[Collected data]
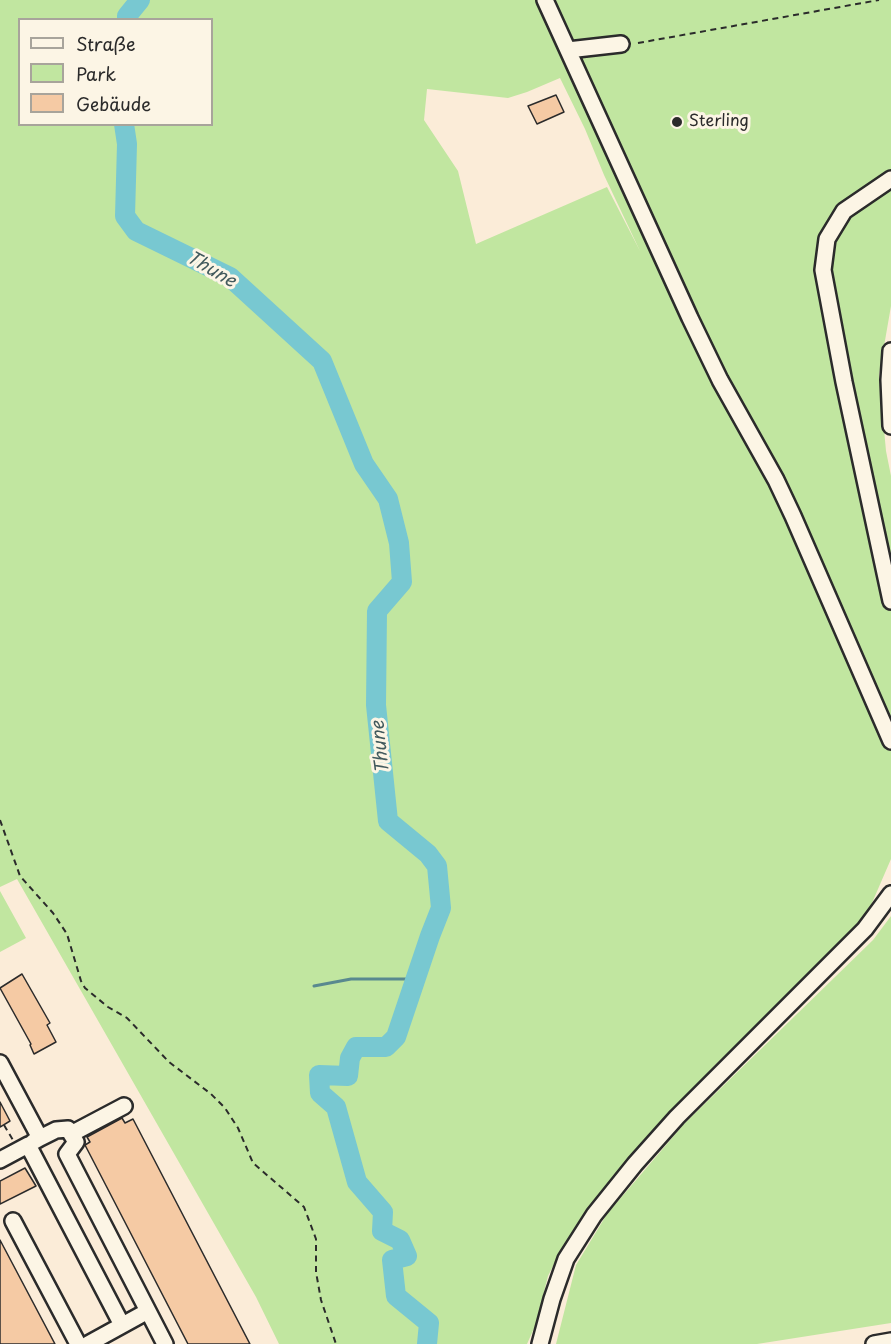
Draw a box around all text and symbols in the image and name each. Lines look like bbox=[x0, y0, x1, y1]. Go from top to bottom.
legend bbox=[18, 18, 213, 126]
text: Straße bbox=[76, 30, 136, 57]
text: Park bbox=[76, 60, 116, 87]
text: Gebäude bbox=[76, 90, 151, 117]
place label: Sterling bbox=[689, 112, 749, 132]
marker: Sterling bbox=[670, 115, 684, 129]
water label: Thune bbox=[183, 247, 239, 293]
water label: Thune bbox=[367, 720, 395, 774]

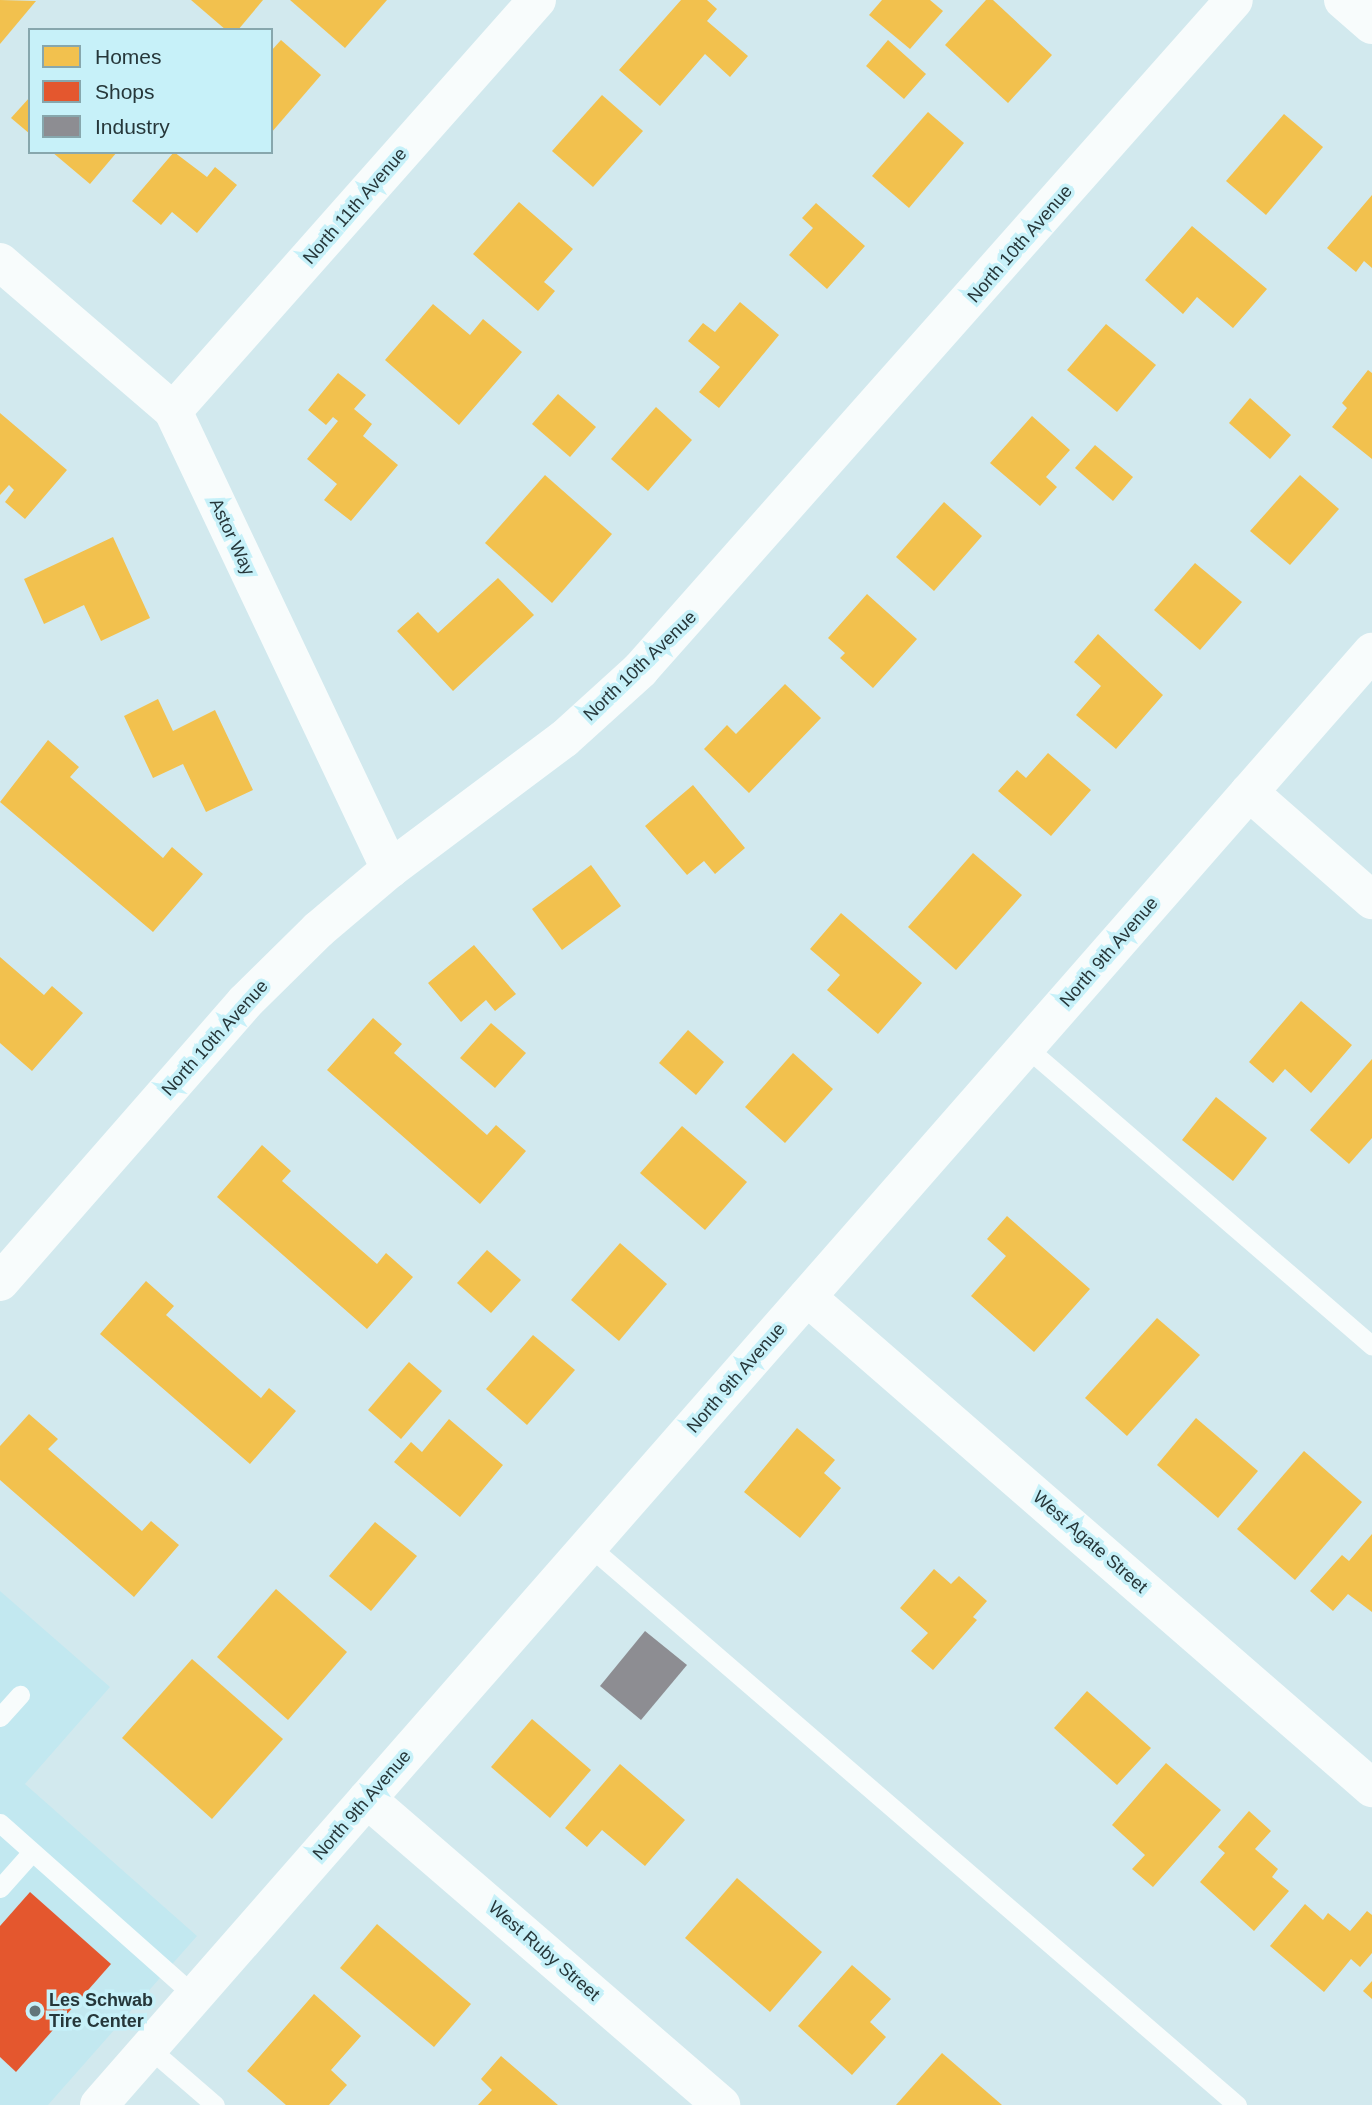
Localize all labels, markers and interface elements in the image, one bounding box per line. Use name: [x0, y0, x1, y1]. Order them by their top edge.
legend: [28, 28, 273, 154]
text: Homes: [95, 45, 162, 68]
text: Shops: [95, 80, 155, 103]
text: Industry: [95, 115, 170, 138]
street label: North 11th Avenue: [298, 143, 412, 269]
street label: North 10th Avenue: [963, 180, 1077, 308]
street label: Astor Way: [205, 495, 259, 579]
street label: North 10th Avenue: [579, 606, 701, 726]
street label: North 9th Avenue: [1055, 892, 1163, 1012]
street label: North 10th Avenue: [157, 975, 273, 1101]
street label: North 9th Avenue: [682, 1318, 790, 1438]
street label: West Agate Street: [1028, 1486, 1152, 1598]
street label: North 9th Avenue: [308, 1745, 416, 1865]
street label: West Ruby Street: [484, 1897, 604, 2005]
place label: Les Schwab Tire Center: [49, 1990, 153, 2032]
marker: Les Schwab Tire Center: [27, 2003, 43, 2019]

- ASSIGNMENT: With the pictures omitted, repeat the full set of records above exactly.

- RESPONSE BOX:
Draw a box around all text and symbols in the image and name each. Lines look like bbox=[x0, y0, x1, y1]. Go from top to bottom.
legend bbox=[18, 18, 213, 126]
text: Straße bbox=[76, 30, 136, 57]
text: Park bbox=[76, 60, 116, 87]
text: Gebäude bbox=[76, 90, 151, 117]
place label: Sterling bbox=[689, 112, 749, 132]
marker: Sterling bbox=[670, 115, 684, 129]
water label: Thune bbox=[183, 247, 239, 293]
water label: Thune bbox=[367, 720, 395, 774]

Localize all labels, markers and interface elements in the image, one bounding box per line. Use name: [x0, y0, x1, y1]. Order them by their top edge.
legend: [28, 28, 273, 154]
text: Homes: [95, 45, 162, 68]
text: Shops: [95, 80, 155, 103]
text: Industry: [95, 115, 170, 138]
street label: North 11th Avenue: [298, 143, 412, 269]
street label: North 10th Avenue: [963, 180, 1077, 308]
street label: Astor Way: [205, 495, 259, 579]
street label: North 10th Avenue: [579, 606, 701, 726]
street label: North 9th Avenue: [1055, 892, 1163, 1012]
street label: North 10th Avenue: [157, 975, 273, 1101]
street label: North 9th Avenue: [682, 1318, 790, 1438]
street label: West Agate Street: [1028, 1486, 1152, 1598]
street label: North 9th Avenue: [308, 1745, 416, 1865]
street label: West Ruby Street: [484, 1897, 604, 2005]
place label: Les Schwab Tire Center: [49, 1990, 153, 2032]
marker: Les Schwab Tire Center: [27, 2003, 43, 2019]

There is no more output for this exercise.